WHAT THE TASK REQUIRES: Within the records below, how many lines hold the word "value"? Only the number should be returned.

*** Begin section ***

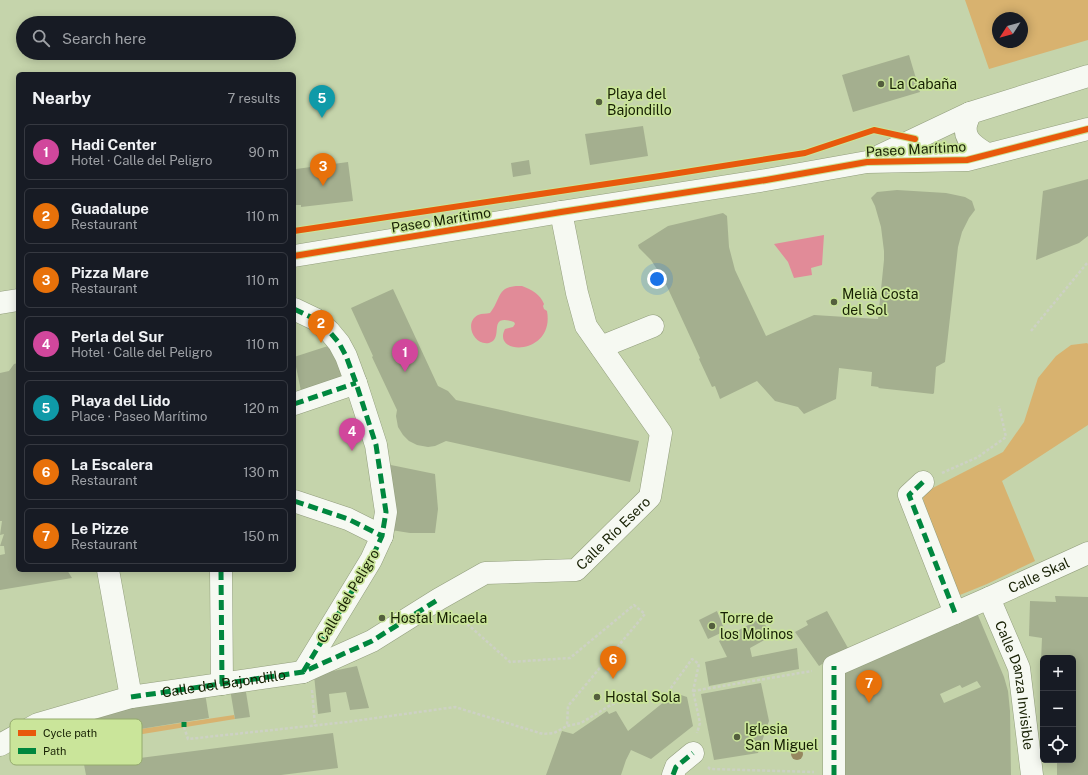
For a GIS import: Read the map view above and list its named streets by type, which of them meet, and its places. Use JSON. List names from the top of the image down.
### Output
{
  "streets": {
    "street": [
      "Paseo Marítimo",
      "Calle Río Esero",
      "Calle Skal",
      "Calle del Peligro",
      "Calle del Bajondillo",
      "Calle Danza Invisible"
    ]
  },
  "crossings": [
    ["Paseo Marítimo", "Calle Río Esero"],
    ["Calle Río Esero", "Calle del Bajondillo"],
    ["Calle Skal", "Calle Danza Invisible"],
    ["Calle del Peligro", "Calle del Bajondillo"]
  ],
  "places": [
    "La Cabaña",
    "Playa del Bajondillo",
    "Melià Costa del Sol",
    "Hostal Micaela",
    "Torre de los Molinos",
    "Hostal Sola",
    "Iglesia San Miguel"
  ],
  "legend": ["Cycle path", "Path"],
  "north": "bottom left",
  "page": {
    "search": "Search here",
    "heading": ["Nearby", "7 results"],
    "pins": [
      "5",
      "3",
      "2",
      "1",
      "4",
      "6",
      "7"
    ],
    "list": [
      {
        "mark": "1",
        "name": "Hadi Center",
        "note": "Hotel · Calle del Peligro",
        "value": "90 m"
      },
      {
        "mark": "2",
        "name": "Guadalupe",
        "note": "Restaurant",
        "value": "110 m"
      },
      {
        "mark": "3",
        "name": "Pizza Mare",
        "note": "Restaurant",
        "value": "110 m"
      },
      {
        "mark": "4",
        "name": "Perla del Sur",
        "note": "Hotel · Calle del Peligro",
        "value": "110 m"
      },
      {
        "mark": "5",
        "name": "Playa del Lido",
        "note": "Place · Paseo Marítimo",
        "value": "120 m"
      },
      {
        "mark": "6",
        "name": "La Escalera",
        "note": "Restaurant",
        "value": "130 m"
      },
      {
        "mark": "7",
        "name": "Le Pizze",
        "note": "Restaurant",
        "value": "150 m"
      }
    ],
    "map_buttons": ["+", "−"]
  }
}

*** End section ***

OUTPUT FOR THIS EXERCISE: 7